§ RECORDS TO USE
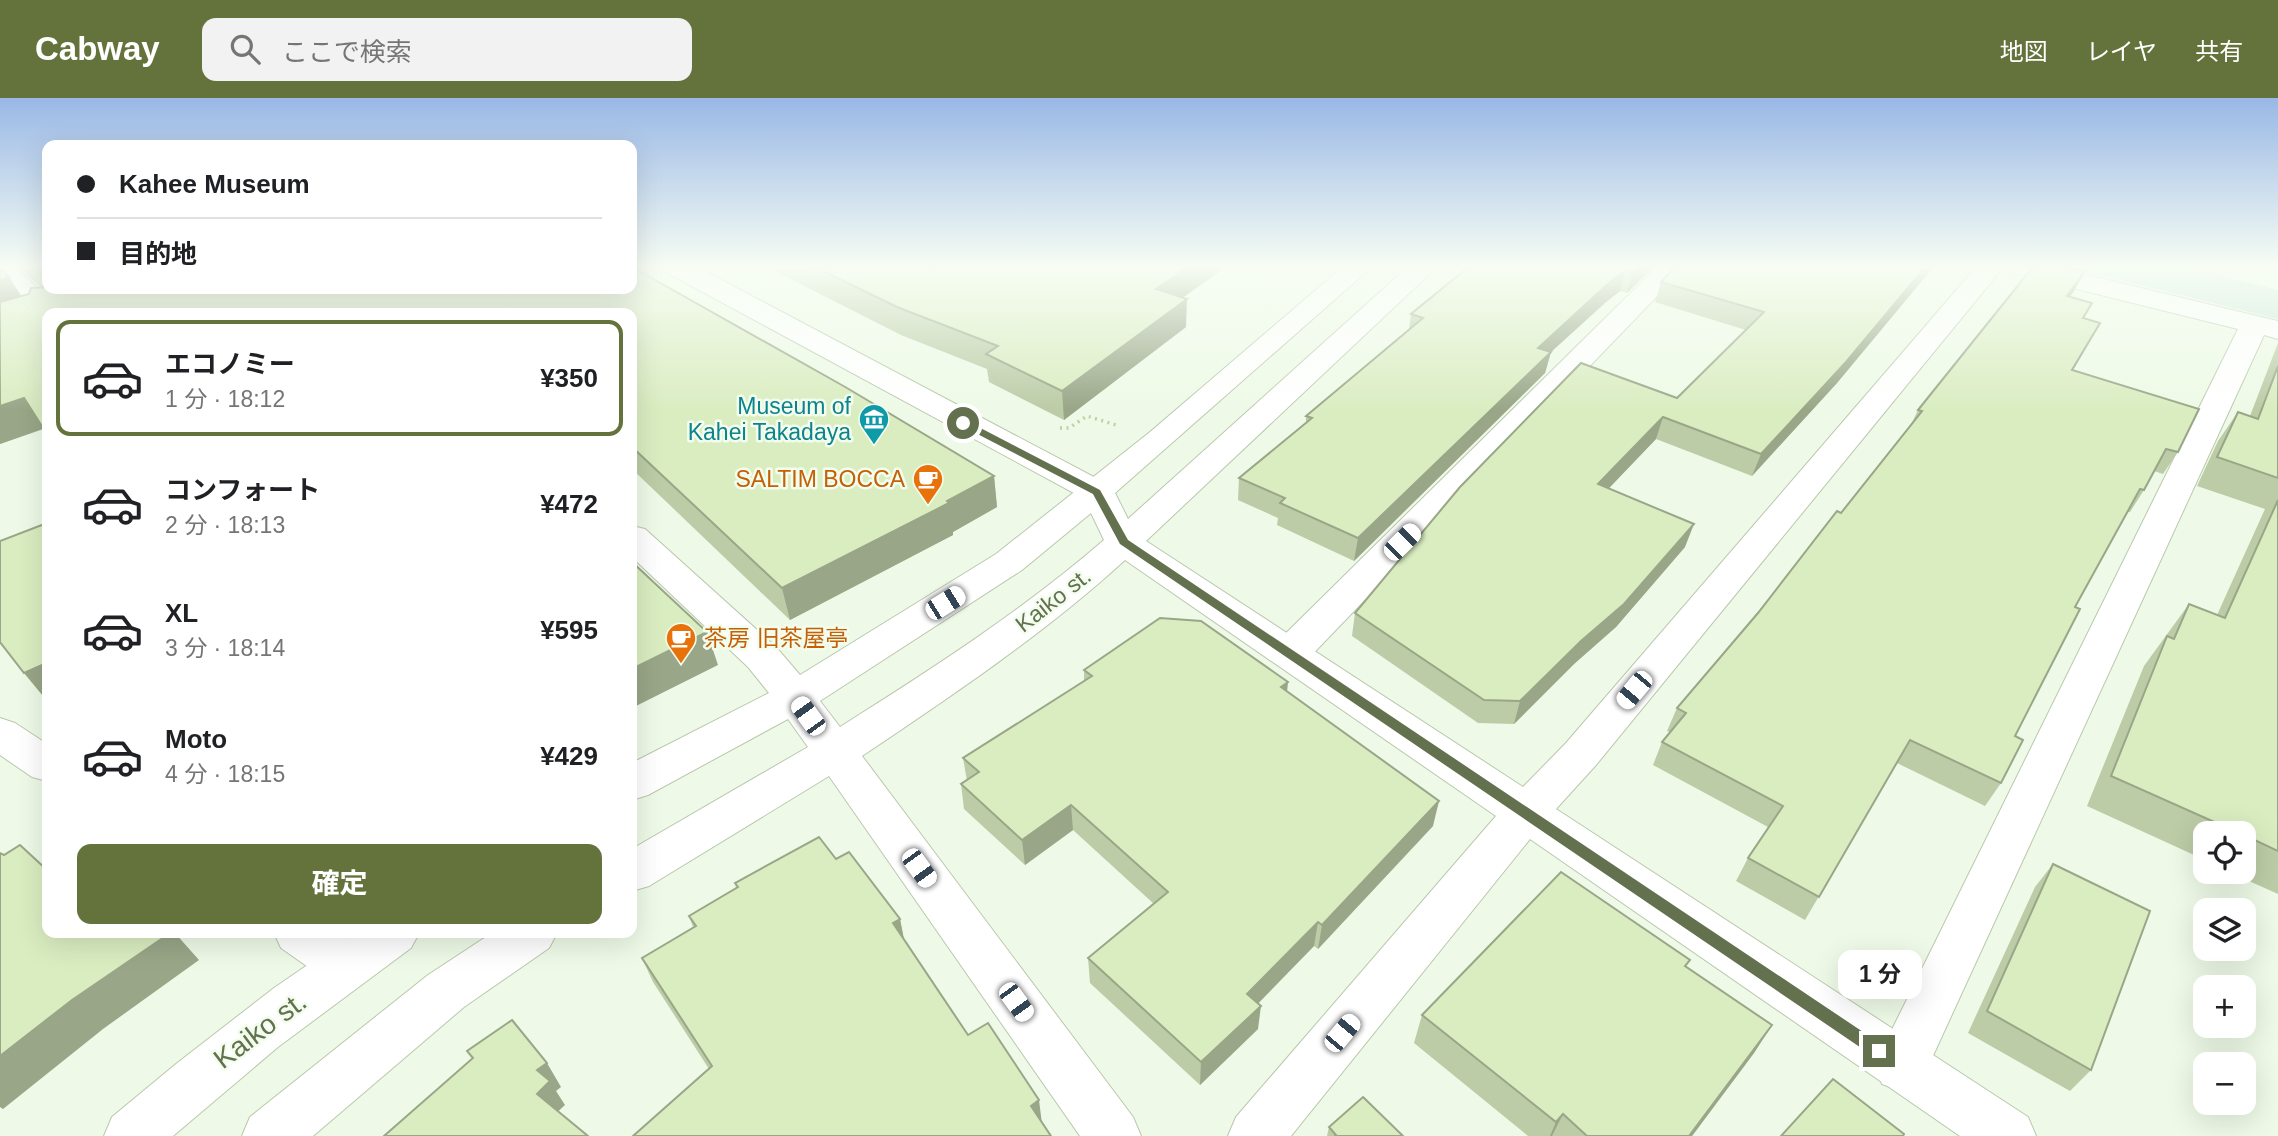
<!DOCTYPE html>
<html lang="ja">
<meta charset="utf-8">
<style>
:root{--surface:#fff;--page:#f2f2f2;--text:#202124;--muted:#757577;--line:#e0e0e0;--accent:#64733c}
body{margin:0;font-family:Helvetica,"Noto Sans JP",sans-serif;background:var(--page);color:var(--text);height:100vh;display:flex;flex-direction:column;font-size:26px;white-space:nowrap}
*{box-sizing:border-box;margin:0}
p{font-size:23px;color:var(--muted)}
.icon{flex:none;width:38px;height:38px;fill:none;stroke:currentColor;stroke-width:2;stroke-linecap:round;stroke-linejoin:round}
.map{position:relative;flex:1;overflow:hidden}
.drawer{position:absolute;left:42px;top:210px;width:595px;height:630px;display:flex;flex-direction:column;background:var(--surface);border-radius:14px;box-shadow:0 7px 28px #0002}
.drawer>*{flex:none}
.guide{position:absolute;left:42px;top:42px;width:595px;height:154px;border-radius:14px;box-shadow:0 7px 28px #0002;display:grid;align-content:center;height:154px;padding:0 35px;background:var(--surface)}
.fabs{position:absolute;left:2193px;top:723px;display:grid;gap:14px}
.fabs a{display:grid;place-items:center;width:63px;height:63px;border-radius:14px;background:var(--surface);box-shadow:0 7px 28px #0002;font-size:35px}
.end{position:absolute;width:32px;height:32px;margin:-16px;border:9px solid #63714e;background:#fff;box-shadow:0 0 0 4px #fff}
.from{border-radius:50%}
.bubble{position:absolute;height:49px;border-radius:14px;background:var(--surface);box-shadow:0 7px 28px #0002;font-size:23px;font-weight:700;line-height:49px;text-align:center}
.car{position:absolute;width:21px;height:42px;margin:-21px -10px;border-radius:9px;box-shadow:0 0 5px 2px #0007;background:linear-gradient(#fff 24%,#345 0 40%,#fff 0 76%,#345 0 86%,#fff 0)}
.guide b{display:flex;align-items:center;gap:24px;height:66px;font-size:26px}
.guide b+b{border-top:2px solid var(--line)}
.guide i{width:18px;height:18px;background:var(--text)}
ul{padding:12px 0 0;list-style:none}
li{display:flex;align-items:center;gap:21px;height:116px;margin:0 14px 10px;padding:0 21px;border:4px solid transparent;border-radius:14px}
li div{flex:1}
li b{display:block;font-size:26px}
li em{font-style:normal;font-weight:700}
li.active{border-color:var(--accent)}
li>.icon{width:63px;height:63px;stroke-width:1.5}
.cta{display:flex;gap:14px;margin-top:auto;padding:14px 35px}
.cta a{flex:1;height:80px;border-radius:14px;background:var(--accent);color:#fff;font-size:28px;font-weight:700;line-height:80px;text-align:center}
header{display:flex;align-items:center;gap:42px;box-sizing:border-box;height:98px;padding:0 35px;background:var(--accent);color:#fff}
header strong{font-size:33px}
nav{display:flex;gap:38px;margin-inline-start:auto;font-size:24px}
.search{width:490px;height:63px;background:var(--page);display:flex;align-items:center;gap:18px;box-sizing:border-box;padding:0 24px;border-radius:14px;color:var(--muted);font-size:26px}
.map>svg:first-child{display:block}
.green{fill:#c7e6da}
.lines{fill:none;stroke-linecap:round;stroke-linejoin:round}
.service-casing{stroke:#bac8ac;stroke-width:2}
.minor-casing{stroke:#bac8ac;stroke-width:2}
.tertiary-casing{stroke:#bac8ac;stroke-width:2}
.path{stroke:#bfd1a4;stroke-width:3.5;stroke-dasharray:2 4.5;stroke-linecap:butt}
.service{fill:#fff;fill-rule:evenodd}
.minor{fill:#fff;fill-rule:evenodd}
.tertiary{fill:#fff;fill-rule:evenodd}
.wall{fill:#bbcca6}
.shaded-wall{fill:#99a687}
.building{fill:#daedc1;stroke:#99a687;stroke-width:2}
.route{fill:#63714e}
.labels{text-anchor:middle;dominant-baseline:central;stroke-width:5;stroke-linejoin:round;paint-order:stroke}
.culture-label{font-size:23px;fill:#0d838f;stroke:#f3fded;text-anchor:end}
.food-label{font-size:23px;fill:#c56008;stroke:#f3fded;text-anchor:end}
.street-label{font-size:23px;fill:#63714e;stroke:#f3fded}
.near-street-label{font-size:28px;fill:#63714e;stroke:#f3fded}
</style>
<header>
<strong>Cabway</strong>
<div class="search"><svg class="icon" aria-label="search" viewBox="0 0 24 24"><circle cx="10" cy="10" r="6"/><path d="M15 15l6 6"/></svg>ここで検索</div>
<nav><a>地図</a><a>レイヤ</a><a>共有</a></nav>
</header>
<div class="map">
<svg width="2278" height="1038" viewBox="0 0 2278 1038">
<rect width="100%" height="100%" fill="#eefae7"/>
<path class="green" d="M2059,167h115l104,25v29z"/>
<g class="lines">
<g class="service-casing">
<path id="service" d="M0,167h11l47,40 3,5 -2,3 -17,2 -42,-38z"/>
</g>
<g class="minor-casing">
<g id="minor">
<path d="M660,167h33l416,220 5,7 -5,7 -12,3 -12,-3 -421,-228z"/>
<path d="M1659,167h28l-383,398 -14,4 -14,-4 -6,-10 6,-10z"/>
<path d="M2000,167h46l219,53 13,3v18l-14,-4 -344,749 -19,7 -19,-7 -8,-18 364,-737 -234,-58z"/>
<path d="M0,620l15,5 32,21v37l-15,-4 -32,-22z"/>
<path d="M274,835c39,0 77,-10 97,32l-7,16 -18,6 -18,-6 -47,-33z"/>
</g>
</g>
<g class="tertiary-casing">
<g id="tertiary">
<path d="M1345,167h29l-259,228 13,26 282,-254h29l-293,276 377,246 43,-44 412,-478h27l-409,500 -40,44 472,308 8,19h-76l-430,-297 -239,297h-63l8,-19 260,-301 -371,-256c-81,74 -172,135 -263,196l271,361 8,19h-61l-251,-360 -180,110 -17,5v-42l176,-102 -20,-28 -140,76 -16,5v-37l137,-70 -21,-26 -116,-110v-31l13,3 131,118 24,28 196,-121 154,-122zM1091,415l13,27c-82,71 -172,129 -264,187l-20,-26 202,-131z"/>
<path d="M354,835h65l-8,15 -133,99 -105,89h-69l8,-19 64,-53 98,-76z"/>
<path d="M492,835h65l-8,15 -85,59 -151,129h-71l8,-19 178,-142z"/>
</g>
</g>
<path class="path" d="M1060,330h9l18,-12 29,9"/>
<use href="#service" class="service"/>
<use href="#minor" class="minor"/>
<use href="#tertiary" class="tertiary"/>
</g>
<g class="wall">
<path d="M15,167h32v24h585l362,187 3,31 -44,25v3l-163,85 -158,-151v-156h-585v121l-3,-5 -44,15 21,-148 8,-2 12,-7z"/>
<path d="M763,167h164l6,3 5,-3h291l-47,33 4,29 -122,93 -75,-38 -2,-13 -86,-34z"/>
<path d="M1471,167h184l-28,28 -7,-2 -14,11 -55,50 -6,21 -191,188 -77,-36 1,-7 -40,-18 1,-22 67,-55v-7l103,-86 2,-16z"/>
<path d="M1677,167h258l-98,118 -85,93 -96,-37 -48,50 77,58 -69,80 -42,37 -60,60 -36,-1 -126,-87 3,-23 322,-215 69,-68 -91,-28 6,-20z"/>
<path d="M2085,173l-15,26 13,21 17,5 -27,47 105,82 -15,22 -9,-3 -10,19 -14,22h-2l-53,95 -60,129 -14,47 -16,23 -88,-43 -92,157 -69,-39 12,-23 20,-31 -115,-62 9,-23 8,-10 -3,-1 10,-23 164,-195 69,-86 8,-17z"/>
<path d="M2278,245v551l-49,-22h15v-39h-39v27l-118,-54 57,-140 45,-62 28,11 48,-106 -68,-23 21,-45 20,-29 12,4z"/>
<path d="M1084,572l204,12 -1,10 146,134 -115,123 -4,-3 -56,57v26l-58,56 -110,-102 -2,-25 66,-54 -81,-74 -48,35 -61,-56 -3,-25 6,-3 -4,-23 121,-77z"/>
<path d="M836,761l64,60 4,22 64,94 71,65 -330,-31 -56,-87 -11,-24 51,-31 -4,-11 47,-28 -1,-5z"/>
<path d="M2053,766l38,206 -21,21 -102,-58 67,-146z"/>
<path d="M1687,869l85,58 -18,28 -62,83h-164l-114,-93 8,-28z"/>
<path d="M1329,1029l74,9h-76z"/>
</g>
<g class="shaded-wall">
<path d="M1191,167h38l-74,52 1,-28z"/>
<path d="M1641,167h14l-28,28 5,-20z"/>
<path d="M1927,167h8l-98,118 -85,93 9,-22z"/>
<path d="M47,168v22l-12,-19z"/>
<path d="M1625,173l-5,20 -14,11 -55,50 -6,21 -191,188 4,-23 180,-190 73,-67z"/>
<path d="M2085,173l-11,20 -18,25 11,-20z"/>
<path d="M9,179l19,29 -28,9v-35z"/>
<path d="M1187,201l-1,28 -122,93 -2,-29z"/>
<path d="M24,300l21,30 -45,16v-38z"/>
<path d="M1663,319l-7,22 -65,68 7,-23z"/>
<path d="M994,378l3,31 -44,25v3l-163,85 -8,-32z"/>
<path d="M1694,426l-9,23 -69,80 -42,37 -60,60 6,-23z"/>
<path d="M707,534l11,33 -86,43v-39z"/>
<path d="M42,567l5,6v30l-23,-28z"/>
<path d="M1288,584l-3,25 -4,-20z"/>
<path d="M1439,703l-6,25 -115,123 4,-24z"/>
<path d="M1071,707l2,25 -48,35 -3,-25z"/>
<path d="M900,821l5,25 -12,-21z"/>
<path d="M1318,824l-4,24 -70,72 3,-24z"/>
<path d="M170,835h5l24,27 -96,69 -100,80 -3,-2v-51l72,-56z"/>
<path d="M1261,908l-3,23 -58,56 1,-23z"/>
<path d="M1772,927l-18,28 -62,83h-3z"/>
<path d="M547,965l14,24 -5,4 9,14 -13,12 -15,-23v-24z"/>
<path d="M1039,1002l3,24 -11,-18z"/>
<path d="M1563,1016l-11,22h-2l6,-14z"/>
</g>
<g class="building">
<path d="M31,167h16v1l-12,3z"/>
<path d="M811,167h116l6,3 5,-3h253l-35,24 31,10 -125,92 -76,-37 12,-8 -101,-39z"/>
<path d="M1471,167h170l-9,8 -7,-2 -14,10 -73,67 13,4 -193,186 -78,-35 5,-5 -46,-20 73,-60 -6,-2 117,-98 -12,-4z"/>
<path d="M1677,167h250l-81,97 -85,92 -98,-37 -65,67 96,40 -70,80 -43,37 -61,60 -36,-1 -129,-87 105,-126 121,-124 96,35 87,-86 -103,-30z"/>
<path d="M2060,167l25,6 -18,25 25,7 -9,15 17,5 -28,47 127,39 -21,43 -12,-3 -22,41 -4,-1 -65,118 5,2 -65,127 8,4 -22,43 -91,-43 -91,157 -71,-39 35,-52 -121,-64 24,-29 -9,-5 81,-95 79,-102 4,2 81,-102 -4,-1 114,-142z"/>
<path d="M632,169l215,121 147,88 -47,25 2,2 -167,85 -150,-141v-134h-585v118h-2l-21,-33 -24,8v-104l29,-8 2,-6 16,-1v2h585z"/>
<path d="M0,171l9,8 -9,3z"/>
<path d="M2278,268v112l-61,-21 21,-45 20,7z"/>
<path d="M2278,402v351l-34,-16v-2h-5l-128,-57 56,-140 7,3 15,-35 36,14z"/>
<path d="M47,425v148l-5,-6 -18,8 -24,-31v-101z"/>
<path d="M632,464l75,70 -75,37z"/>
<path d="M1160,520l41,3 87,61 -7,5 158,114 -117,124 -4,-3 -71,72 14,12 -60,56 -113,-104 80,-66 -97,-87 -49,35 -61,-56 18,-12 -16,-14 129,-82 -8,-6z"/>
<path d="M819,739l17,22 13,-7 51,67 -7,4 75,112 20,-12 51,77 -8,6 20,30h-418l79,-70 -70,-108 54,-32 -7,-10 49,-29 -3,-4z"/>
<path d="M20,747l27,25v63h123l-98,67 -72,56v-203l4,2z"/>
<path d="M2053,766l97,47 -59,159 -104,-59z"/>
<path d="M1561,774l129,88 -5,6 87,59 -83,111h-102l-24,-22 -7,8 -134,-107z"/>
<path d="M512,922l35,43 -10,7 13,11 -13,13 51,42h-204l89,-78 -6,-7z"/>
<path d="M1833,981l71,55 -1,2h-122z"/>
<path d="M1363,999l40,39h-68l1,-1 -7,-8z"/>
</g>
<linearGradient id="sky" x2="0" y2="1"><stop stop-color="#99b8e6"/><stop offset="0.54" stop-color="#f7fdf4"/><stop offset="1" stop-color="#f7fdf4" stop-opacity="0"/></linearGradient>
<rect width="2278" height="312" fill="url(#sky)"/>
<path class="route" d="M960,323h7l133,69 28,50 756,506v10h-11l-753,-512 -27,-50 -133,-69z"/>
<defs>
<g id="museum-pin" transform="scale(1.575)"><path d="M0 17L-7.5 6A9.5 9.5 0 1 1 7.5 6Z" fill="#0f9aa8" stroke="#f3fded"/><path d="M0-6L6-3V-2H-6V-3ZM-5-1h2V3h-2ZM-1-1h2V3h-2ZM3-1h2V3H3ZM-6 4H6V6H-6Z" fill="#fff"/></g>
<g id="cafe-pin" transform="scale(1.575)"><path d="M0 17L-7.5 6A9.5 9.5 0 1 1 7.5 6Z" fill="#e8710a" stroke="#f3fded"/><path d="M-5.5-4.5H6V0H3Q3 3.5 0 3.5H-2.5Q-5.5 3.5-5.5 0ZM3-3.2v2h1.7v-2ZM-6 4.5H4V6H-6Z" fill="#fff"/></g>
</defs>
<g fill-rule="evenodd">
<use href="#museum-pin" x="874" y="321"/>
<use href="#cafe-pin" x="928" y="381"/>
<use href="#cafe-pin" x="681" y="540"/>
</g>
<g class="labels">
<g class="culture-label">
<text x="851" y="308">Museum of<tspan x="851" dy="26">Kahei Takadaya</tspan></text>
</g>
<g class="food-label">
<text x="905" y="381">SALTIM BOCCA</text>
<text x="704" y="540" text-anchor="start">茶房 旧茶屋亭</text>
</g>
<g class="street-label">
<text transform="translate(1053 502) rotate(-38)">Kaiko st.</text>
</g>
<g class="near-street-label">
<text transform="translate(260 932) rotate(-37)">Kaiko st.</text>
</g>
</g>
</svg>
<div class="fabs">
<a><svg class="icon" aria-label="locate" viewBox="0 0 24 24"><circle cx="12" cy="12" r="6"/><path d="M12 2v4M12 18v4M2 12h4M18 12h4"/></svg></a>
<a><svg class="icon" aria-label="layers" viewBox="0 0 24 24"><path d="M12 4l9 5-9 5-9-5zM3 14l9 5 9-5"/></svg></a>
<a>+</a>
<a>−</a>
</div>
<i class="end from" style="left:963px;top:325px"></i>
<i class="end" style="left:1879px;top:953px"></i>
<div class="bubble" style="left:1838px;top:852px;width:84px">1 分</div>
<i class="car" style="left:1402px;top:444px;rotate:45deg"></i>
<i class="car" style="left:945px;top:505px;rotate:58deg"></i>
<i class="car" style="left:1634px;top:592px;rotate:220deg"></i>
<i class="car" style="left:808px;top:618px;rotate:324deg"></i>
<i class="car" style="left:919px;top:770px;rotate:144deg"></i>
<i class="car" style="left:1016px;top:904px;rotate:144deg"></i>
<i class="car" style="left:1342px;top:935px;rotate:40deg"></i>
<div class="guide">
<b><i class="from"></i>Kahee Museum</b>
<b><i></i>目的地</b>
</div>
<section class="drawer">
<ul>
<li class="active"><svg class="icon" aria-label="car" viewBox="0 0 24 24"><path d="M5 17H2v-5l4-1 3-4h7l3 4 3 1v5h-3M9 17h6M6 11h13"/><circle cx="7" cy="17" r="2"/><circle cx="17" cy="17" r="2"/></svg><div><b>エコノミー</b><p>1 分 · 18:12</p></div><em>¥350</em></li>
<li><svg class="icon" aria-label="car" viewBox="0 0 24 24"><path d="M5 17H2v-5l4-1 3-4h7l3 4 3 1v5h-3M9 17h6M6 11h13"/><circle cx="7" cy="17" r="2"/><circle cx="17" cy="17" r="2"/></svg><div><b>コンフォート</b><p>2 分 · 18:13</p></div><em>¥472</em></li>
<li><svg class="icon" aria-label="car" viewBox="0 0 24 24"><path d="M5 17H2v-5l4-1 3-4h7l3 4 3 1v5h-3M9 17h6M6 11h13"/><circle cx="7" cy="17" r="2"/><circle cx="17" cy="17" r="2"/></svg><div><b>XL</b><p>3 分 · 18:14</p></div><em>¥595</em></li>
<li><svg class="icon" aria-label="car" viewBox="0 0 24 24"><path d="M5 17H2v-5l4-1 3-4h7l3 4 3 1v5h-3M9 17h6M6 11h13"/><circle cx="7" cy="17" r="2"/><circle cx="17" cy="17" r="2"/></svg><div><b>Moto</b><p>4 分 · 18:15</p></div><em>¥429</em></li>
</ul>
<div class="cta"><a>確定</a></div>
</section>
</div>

§ YOUR GOAL
Which lines in the records contain the word "evenodd"? Copy each one.

§ PROBLEM SOLUTION
.service{fill:#fff;fill-rule:evenodd}
.minor{fill:#fff;fill-rule:evenodd}
.tertiary{fill:#fff;fill-rule:evenodd}
<g fill-rule="evenodd">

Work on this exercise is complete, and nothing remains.